Thanks, HC carpet looks a bit better on photos than in reality tbh. I still have some brown algae remains on the leafs and small uncovered with HC pieces of substrate. I've read that having brown algae is quite normal in newly setup tanks and when all matures and stabilizes it should disappear by its own. Hopefully it will happen soon.

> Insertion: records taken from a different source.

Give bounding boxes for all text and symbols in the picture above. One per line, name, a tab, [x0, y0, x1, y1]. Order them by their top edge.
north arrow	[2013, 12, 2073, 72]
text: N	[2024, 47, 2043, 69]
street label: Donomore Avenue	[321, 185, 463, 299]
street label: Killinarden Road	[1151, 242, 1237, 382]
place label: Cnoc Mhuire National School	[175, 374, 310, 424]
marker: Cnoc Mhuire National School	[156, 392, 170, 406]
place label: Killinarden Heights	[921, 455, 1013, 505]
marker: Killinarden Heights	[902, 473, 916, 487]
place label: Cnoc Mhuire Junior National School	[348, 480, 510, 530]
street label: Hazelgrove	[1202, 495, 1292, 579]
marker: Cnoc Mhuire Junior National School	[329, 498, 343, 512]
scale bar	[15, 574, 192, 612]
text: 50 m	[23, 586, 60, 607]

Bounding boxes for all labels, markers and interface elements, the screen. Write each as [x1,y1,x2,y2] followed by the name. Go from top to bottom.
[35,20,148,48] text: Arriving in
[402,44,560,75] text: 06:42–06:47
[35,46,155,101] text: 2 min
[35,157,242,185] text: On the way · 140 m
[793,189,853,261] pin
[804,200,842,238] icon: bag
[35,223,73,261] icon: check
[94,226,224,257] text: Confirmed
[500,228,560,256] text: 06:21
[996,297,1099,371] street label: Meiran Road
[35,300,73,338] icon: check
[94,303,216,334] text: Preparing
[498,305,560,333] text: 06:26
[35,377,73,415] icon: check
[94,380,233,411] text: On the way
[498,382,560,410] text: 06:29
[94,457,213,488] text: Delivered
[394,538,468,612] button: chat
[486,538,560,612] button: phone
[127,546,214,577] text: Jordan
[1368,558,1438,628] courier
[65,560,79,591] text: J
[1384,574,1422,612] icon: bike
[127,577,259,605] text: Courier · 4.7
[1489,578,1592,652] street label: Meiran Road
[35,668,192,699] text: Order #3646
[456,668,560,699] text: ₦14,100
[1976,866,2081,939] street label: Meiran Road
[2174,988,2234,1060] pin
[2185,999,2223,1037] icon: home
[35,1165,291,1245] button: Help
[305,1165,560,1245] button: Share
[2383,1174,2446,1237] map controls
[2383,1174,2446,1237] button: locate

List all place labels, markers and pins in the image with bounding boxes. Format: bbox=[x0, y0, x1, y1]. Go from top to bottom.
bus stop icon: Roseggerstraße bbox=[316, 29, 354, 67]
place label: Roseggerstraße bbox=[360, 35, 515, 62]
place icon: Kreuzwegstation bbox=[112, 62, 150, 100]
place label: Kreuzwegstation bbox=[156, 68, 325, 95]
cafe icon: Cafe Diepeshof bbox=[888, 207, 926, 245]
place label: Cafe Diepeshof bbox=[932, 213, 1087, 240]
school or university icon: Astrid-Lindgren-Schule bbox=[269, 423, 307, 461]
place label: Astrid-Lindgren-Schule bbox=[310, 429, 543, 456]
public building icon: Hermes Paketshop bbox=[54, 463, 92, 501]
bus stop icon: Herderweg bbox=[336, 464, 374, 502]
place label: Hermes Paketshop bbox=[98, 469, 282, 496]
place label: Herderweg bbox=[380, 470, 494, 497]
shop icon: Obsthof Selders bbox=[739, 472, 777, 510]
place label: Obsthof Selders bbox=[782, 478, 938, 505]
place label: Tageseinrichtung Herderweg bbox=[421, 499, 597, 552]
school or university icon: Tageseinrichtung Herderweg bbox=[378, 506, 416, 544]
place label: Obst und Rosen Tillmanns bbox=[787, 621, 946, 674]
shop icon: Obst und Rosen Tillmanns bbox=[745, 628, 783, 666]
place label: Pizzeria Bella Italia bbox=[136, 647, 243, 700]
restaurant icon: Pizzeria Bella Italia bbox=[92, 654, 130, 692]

Btw. my Koralia nano has arrived yesterday, we will see how increasing the flow will influence the overall condition of the tank


----------



## Ian Holdich (29 Dec 2010)

*Re: First try - 65L planted*

excellent first scape!


----------



## schraptor (5 Jan 2011)

*Re: First try - 65L planted*

A few recent close-ups. I simply love pearling HC 



















And a full tank view after some hard trimming on background plants:


----------



## Piece-of-fish (5 Jan 2011)

*Re: First try - 65L planted*

Looks great, and you have added some color


----------



## schraptor (6 Jan 2011)

*Re: First try - 65L planted*

Thanks 

That red accent is my Alternanthera reineckii, which was there since beginning, but after spending 2 weeks in a bucket was in really bad shape. Seems it started growing after 1 month of vegetation (fingers crossed). You can also see Rotala rotundifolia in the middle, getting redish nicely.
I'm really happy with the HC carpet, after reading many posts on how hard it is to grow it healthy green and compact.
Next time, I'll give it a try with Glosso maybe.

I have to say, that after adding Koralia nano into the tank, some plants seem to be growing less towards the surface, but are getting a bit bushier due to the high water flow above them. I think Mark Evans made a similar observation regarding the way Crypts grow in his tank.

I still need to decide on the shrimps and fishes. Is there a big difference on how well Amano's are handling algae in comparison to Caridina cf.Babaulti or Red Cherry?


----------



## schraptor (15 Oct 2011)

*Re: First try - 65L planted*

Hi folks,

I guess its time for a new layout and new plants   

Hardscape:
Wood + black lava

Plants:
Alternanthera reineckii
Glossostigma elatinoides
Rotala rotundifolia
Staurogyne repens
Hydrocotyle sp. japan
Christmas moss (Vesicularia montagnei)
Weeping moss (Vesicularia ferriei)
Flame moss (Taxiphyllum sp.)
Java moss (Taxiphyllum barbieri)
Anubias barteri var. nana


Hardscape with plants, no water yet





Christmas and Flame tied to wood








Filling the tank. Old Amazonia that I have re-used has created a nice mist 





Finished. Now I only need to wait for the plants to kick-in.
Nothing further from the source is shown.